# Exercise details:
Below are records; reproduce exactly the lines from the first through the one containing "Annotation task. Build".

------ Data under study ------

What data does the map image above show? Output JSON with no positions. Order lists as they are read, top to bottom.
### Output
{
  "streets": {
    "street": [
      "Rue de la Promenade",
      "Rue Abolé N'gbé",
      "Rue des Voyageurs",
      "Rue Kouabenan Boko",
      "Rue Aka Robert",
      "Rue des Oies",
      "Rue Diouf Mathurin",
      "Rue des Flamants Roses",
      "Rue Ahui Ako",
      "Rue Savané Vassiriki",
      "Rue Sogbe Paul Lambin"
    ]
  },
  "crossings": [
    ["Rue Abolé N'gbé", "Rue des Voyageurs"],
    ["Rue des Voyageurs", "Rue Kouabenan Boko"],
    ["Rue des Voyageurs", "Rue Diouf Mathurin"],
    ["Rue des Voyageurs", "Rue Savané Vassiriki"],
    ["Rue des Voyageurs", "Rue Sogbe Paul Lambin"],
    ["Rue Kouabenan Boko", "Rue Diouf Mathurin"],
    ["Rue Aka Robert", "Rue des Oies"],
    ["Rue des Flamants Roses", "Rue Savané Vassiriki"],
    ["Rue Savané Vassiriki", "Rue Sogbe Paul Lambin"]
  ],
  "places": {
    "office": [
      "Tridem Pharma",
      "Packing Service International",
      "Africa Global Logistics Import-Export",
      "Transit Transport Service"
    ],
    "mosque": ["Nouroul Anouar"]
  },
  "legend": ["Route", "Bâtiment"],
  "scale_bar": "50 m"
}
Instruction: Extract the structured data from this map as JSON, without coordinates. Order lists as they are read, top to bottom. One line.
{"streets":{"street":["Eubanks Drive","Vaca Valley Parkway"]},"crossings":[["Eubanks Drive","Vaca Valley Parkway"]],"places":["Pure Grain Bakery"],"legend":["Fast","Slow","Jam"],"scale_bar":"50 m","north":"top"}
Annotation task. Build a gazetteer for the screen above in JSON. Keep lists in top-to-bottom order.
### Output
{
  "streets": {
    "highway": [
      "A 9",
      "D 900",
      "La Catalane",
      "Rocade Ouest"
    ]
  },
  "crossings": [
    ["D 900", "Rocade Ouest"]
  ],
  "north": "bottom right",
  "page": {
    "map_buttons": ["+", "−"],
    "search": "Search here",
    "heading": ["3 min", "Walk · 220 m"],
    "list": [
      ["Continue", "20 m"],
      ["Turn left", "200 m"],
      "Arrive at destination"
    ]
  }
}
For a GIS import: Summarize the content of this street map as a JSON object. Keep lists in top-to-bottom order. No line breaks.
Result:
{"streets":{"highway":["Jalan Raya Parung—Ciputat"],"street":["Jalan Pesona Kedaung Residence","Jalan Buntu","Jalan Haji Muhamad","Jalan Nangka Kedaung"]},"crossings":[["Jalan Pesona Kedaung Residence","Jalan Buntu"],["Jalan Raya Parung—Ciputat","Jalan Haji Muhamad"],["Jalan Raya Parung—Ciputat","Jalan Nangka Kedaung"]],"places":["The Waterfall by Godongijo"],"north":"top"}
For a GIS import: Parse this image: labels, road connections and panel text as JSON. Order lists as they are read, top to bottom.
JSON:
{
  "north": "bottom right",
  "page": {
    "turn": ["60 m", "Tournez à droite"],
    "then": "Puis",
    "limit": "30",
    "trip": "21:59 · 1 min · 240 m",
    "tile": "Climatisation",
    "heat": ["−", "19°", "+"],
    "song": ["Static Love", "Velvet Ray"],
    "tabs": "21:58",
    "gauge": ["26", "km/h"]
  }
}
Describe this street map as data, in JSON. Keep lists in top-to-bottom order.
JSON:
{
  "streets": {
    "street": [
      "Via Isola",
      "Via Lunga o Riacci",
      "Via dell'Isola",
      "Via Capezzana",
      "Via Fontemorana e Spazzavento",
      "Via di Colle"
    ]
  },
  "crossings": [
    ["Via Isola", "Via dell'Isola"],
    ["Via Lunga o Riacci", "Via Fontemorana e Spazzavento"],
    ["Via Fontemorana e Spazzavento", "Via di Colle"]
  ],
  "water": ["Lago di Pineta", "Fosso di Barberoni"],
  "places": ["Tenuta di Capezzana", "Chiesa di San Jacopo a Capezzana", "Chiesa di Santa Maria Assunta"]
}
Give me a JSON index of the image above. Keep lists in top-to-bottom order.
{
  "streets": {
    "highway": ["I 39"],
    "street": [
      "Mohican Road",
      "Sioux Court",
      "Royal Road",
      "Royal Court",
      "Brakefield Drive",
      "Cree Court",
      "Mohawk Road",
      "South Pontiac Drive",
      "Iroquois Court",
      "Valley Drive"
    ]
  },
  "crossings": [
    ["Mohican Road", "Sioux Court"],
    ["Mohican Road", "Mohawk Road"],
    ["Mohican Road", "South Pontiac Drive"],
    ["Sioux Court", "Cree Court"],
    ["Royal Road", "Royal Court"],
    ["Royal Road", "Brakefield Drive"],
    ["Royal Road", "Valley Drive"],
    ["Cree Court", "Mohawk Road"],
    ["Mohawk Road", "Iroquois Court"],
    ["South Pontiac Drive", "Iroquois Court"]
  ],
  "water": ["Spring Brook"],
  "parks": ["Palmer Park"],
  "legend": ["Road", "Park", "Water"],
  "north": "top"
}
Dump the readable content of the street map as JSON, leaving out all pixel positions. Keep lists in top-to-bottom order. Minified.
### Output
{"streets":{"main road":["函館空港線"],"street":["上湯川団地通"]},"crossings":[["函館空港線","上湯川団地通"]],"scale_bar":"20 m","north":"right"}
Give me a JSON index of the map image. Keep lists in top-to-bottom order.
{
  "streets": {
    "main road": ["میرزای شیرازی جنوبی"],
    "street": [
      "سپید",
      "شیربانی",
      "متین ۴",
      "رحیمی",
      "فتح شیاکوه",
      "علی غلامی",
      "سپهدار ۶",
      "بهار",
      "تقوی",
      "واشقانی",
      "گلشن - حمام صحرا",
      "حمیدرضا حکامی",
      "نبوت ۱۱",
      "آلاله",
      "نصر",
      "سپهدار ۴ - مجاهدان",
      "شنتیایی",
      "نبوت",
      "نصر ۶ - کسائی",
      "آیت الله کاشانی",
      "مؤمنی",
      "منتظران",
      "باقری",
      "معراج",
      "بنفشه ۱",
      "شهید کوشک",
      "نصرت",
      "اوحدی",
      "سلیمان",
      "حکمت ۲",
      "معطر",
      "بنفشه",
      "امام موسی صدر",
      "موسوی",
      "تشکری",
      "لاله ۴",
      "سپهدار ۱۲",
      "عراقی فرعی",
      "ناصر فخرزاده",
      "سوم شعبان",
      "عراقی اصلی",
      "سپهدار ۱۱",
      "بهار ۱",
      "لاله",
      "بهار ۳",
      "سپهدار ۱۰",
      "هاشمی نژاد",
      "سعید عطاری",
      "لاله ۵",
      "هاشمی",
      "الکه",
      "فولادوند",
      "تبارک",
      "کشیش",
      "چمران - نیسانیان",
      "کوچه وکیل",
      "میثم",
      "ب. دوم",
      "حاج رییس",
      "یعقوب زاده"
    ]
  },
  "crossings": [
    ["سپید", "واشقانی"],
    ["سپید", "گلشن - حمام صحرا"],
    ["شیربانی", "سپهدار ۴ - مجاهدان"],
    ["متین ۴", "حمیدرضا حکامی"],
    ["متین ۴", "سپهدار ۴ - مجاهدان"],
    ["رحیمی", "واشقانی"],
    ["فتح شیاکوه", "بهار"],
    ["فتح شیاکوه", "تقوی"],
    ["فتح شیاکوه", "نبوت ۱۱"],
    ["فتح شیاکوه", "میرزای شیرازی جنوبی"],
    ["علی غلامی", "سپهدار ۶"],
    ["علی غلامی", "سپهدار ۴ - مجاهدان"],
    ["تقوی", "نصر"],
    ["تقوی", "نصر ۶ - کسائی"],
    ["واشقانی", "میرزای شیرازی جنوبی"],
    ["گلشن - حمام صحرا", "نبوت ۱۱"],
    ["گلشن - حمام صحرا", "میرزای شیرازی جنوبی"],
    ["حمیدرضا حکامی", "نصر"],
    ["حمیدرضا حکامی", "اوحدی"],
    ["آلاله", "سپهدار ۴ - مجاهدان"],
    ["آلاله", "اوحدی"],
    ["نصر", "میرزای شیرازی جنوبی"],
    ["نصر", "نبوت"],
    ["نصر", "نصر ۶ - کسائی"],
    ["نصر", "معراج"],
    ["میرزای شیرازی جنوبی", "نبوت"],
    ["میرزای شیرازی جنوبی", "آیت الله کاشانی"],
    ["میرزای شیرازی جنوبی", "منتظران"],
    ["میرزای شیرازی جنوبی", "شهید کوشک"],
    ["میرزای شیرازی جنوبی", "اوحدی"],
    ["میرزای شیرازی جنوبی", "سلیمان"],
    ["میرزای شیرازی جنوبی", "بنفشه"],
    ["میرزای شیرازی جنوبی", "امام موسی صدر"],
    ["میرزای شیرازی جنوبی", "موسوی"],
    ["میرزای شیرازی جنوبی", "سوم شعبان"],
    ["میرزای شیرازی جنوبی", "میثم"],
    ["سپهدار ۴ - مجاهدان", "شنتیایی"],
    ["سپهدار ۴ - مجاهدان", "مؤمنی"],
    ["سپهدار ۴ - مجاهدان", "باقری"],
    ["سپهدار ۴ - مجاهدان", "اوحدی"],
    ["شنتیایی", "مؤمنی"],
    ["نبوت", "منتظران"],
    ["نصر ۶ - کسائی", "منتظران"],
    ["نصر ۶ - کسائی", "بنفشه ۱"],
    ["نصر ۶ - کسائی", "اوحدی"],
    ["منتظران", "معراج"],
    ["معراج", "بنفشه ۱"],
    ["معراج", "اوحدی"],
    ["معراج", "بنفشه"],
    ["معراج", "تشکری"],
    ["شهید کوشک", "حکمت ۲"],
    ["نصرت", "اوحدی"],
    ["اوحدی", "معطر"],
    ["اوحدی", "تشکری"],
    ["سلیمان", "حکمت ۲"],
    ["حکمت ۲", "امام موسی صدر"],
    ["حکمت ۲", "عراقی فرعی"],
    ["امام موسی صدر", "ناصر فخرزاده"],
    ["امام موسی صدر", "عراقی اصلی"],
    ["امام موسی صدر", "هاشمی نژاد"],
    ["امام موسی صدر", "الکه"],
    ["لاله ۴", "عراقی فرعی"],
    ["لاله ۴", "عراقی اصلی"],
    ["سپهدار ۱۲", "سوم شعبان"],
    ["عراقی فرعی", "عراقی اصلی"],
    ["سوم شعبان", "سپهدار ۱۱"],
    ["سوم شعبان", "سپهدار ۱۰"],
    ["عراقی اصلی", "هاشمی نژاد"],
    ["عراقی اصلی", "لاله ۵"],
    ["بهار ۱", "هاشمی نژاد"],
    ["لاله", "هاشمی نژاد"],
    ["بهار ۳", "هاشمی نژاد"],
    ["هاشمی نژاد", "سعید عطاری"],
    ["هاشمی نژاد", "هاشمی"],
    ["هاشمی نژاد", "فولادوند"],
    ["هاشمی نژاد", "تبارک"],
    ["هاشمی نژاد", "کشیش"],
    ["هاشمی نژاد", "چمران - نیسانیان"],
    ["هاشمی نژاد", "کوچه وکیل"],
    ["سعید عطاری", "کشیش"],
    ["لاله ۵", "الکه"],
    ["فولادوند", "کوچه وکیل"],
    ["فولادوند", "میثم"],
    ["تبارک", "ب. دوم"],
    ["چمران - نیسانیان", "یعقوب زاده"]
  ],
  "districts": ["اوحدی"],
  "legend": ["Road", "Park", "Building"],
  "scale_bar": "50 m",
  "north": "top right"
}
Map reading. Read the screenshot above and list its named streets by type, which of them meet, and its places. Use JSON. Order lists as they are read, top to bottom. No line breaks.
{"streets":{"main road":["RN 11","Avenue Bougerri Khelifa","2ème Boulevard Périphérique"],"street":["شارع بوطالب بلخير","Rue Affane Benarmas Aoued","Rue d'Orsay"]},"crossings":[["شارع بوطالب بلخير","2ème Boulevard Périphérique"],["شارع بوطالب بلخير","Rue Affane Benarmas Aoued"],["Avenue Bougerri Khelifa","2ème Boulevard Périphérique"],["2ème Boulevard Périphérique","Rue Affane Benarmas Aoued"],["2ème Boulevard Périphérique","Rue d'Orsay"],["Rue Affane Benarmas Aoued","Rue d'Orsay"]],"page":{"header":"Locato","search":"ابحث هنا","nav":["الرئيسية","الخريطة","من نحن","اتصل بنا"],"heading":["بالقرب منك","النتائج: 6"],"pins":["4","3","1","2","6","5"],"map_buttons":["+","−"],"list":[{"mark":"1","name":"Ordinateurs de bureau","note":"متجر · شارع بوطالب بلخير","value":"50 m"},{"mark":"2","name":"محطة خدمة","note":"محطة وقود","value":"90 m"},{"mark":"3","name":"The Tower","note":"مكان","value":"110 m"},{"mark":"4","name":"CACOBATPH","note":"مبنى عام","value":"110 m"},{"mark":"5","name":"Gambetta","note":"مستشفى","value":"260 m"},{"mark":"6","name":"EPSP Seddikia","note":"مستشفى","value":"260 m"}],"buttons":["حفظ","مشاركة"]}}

------

# Result:
What data does the map image above show? Output JSON with no positions. Order lists as they are read, top to bottom.
### Output
{
  "streets": {
    "street": [
      "Rue de la Promenade",
      "Rue Abolé N'gbé",
      "Rue des Voyageurs",
      "Rue Kouabenan Boko",
      "Rue Aka Robert",
      "Rue des Oies",
      "Rue Diouf Mathurin",
      "Rue des Flamants Roses",
      "Rue Ahui Ako",
      "Rue Savané Vassiriki",
      "Rue Sogbe Paul Lambin"
    ]
  },
  "crossings": [
    ["Rue Abolé N'gbé", "Rue des Voyageurs"],
    ["Rue des Voyageurs", "Rue Kouabenan Boko"],
    ["Rue des Voyageurs", "Rue Diouf Mathurin"],
    ["Rue des Voyageurs", "Rue Savané Vassiriki"],
    ["Rue des Voyageurs", "Rue Sogbe Paul Lambin"],
    ["Rue Kouabenan Boko", "Rue Diouf Mathurin"],
    ["Rue Aka Robert", "Rue des Oies"],
    ["Rue des Flamants Roses", "Rue Savané Vassiriki"],
    ["Rue Savané Vassiriki", "Rue Sogbe Paul Lambin"]
  ],
  "places": {
    "office": [
      "Tridem Pharma",
      "Packing Service International",
      "Africa Global Logistics Import-Export",
      "Transit Transport Service"
    ],
    "mosque": ["Nouroul Anouar"]
  },
  "legend": ["Route", "Bâtiment"],
  "scale_bar": "50 m"
}
Instruction: Extract the structured data from this map as JSON, without coordinates. Order lists as they are read, top to bottom. One line.
{"streets":{"street":["Eubanks Drive","Vaca Valley Parkway"]},"crossings":[["Eubanks Drive","Vaca Valley Parkway"]],"places":["Pure Grain Bakery"],"legend":["Fast","Slow","Jam"],"scale_bar":"50 m","north":"top"}
Annotation task. Build a gazetteer for the screen above in JSON. Keep lists in top-to-bottom order.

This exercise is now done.